🛢️ This Week’s Oil Market Updates
WTI and Brent futures failed to notch another weekly gain this week after concerns about China’s economic recovery and sustained interest rates quelled demand optimism.Prices finished Friday higher with support from a weakening dollar and the EIA’s inventory report. WTI futures gained 1.1% to $81.25/barrel on the final day of the week. Brent futures rose 0.8% to $84.80/barrel. China’s slower-than-expected post-COVID recovery was further complicated this week after updates from the country’s property sector highlighted a string of defaults from debt-laden developers. China’s property sector accounts for roughly 25% of the country’s economic activity, and declining construction activity is adding downward pressure on diesel demand forecasts. Weak demand for China’s manufacturing exports has similarly weighed on distillate’s prospects.
In the US, stronger-than-expected economic data sparked concerns that the Fed would prolong or add to the current interest rate environment. On Wednesday, the Energy Information Administration (EIA) offered support for crude prices with its weekly inventory report. The EIA’s latest data showed crude inventories declined by 5.96 million barrels to 439.7 million barrels for the week ending August 11th, including an 837,000 barrel decline at the Cushing, Oklahoma delivery hub. The drop in crude stocks highlighted the impact of surging US exports over increasing production. Crude production for the week of August 11th reached 12.7 million bpd – the highest output since March 2020. Refinery utilization rates climbed by 0.9 percent to 94.7% for the same period. Refinery runs increased by 167,000 bpd to 16.75 million bpd – the highest figure since January 2020. Including WTI Midland in Dated Brent has boosted the overseas appetite for US exports, with crude outflows increasing by 2.2 million bpd on the week.
Other Oil Updates:
The dollar strengthened to two-month highs early this week but softened moderately Friday to support crude’s end-of-the-week recovery.
Asian refiners are navigating the consequences of declining Kuwaiti shipments, as the OPEC producer has rerouted ~20% of its exports to the country’s new Al Zour refinery. Kuwait’s crude exports fell by 1.61 million bpd (10%) YOY from January through July. Kuwait plans to cut exports by another 300,000 bpd for 2H23 as it scales up refinery runs at Al Zour.
On Wednesday, renewables developer-operator Invenergy announced a $1.5 billion deal to acquire American Electric Power’s (AEP’s) 1,365-megawatt renewables portfolio. Invenergy partnered with Blackstone and Canadian pension fund CDPQ to form IRG Acquisition Holdings (IRGAH), and the deal included one of the first applications of the Inflation Reduction Act’s tax credit transfers to secure financing. IRGAH sold credits to Bank of America through a production tax credit (PTC) transfer for $580 million.

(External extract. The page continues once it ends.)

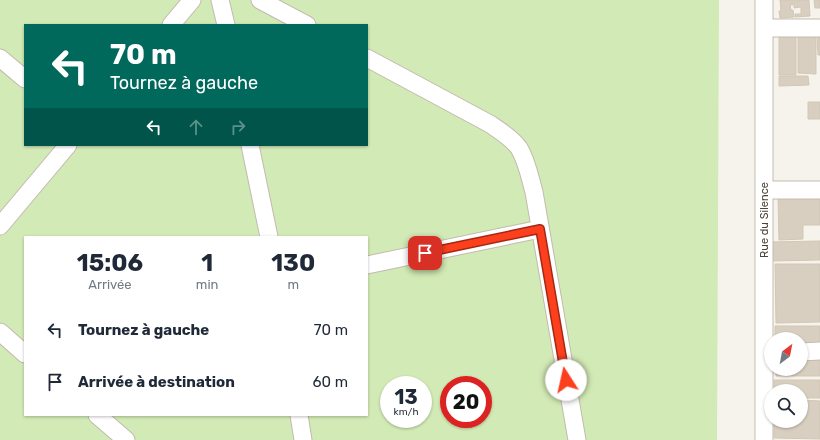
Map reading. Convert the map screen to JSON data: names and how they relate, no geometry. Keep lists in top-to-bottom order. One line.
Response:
{"streets":{"street":["Rue du Silence"]},"north":"top right","page":{"turn":["70 m","Tournez à gauche"],"eta":["15:06","Arrivée","1","min","130","m"],"list":[{"name":"Tournez à gauche","value":"70 m"},{"name":"Arrivée à destination","value":"60 m"}],"speed":"13 km/h","limit":"20"}}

☀️ New US Solar Panel Tariffs
On Friday, the US Commerce Department finalized plans to impose import duties on certain solar panel manufacturers when President Biden’s tariff waiver expires in June 2024. In December, a Commerce Department probe discovered that manufacturers frequently sidestepped tariffs on Chinese-made products by rerouting Chinese-made panels to other Southeast Asian countries for minor processing before exporting to the US. Roughly 80% of US solar panel supplies are sourced from Cambodian, Malaysian, Thai, and Vietnamese manufacturers. Companies can opt into a certification process that shows non-Chinese components in panels. Firms that violate the policy will face the full tariff rates employed on Chinese-made products.
Southern California is preparing for its first tropical storm since 1939. Hurricane Hilary weakened from a Category 4 to a Category 3 storm on Saturday, and forecasts show extensive rainfall will hit areas east of Los Angeles. Utility operator Southern California Edison expects the storm to impact large portions of its service area. Major regional refineries were operating normally Friday and expected to remain outside the storm’s direct path.